- _Exercise description_
Filter by the string "block": return the lines of the material that contain it.

- _Extracted records_
== Segment start ==
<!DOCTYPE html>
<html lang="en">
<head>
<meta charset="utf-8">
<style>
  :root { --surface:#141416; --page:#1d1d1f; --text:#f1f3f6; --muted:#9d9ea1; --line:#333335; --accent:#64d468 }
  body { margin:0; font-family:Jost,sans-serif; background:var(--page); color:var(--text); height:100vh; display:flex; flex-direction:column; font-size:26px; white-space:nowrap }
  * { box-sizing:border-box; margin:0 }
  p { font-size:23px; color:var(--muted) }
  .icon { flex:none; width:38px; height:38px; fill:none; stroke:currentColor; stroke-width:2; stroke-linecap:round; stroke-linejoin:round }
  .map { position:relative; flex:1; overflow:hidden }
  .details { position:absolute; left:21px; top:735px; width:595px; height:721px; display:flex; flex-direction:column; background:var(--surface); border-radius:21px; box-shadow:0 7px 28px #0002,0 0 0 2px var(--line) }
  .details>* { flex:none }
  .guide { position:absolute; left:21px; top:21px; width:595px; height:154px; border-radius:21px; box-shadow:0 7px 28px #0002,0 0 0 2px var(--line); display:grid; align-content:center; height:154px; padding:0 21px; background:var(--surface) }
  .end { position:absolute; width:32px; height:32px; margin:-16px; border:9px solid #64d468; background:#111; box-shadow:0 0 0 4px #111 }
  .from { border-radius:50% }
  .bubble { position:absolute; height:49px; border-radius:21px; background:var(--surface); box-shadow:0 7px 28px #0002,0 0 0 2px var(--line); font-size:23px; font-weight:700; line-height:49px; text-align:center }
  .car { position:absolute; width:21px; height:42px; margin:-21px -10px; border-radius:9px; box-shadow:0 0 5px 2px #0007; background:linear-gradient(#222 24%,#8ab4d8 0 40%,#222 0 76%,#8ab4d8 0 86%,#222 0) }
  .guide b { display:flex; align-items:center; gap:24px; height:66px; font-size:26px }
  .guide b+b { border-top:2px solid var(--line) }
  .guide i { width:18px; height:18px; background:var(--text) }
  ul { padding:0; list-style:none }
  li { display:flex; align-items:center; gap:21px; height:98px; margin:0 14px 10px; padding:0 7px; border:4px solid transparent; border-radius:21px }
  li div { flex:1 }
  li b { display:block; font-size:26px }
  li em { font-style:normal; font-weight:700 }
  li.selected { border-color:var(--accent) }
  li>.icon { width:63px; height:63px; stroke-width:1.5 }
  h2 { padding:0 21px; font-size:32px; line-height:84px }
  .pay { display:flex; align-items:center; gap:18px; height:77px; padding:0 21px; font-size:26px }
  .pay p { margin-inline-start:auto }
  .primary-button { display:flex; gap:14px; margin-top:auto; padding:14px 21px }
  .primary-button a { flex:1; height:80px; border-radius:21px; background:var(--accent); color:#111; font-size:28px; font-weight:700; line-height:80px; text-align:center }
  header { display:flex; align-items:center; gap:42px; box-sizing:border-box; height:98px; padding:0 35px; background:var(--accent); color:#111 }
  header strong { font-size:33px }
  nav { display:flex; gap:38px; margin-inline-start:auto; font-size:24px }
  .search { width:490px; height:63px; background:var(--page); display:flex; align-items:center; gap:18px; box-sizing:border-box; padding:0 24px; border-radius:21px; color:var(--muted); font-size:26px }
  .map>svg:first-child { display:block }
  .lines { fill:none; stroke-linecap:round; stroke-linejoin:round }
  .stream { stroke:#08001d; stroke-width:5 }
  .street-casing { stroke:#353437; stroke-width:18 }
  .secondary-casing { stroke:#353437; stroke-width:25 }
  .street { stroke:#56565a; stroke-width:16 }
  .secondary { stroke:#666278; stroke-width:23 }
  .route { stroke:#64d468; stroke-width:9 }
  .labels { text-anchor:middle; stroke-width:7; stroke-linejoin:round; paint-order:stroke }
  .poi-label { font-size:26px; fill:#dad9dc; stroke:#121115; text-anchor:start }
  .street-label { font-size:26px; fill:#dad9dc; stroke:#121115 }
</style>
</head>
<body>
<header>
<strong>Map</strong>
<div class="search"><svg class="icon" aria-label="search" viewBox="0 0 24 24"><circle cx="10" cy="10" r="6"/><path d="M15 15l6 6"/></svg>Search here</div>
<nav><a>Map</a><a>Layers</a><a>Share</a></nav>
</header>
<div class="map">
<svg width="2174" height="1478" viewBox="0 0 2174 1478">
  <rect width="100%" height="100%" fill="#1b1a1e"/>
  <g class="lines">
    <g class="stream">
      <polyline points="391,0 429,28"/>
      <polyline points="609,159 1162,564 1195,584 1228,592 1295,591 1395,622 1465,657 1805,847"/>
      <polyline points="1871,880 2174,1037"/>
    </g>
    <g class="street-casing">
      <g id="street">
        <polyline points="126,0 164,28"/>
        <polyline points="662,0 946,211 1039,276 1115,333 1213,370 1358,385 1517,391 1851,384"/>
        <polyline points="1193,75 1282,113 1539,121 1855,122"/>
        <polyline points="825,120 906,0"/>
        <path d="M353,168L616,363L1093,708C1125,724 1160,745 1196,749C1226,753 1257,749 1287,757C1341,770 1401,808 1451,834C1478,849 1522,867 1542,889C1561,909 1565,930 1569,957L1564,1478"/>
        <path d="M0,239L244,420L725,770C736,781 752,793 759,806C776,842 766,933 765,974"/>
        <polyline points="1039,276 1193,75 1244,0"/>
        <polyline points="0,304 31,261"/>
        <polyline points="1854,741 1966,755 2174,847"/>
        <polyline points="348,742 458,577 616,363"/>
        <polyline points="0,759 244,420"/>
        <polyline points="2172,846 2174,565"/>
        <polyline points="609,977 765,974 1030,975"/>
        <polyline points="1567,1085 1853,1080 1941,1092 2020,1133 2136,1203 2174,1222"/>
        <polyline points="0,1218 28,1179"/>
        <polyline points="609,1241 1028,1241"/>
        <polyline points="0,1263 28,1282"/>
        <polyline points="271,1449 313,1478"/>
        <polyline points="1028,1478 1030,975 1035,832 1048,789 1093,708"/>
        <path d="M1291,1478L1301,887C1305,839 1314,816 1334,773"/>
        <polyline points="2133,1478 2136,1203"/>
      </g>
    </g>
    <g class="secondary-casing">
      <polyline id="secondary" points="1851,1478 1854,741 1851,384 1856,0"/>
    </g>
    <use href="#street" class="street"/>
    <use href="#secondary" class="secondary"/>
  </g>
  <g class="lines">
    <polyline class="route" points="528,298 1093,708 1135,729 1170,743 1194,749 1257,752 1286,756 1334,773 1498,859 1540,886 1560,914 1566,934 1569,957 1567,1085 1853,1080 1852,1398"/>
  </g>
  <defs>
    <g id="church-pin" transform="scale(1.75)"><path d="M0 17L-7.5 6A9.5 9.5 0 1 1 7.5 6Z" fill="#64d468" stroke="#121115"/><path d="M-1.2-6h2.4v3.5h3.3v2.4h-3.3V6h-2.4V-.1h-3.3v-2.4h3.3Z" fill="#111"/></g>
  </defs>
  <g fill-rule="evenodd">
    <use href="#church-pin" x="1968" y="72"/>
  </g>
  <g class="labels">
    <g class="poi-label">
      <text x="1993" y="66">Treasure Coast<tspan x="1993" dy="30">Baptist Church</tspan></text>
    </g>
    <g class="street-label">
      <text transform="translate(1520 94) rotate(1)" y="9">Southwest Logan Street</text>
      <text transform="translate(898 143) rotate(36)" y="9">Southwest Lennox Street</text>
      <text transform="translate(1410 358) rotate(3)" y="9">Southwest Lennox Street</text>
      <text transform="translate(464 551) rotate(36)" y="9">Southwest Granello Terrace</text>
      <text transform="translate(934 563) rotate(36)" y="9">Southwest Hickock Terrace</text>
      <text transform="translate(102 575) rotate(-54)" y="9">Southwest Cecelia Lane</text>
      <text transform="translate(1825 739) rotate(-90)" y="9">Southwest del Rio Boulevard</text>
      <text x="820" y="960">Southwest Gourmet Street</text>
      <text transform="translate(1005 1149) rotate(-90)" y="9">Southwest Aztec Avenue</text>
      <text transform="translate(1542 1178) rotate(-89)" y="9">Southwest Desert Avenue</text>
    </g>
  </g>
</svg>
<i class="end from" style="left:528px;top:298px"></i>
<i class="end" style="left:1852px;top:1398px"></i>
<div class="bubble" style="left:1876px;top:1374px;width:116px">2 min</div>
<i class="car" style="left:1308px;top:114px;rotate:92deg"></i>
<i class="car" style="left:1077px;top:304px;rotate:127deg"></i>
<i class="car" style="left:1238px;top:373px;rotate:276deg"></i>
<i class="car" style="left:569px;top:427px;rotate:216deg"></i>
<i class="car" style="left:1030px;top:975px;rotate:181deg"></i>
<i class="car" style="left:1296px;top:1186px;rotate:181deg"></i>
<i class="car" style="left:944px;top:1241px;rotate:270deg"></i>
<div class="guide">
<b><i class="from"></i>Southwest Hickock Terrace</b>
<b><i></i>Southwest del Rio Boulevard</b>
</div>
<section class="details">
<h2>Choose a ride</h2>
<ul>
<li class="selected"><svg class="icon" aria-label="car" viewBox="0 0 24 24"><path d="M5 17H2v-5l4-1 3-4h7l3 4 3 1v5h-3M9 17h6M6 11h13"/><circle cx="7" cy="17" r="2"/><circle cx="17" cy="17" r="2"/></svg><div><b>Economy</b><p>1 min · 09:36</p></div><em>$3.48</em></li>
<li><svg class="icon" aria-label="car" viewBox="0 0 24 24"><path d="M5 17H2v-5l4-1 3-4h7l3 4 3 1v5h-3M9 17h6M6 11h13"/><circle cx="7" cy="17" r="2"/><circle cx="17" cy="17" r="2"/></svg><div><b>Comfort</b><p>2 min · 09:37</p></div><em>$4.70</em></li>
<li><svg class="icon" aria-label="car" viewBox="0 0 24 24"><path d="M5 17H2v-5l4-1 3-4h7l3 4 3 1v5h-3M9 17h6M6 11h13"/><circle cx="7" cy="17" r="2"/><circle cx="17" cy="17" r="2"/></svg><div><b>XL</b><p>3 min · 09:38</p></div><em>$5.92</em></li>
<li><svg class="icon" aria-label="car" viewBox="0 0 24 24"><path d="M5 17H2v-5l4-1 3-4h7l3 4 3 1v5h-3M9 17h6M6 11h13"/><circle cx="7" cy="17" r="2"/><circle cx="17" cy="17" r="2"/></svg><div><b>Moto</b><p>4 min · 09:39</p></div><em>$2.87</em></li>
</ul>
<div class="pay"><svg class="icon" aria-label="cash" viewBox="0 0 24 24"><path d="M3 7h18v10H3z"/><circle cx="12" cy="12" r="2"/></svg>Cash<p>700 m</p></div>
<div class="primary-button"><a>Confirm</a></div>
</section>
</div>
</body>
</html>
== Segment end ==
- _Answer to this task_
  li b { display:block; font-size:26px }
  .map>svg:first-child { display:block }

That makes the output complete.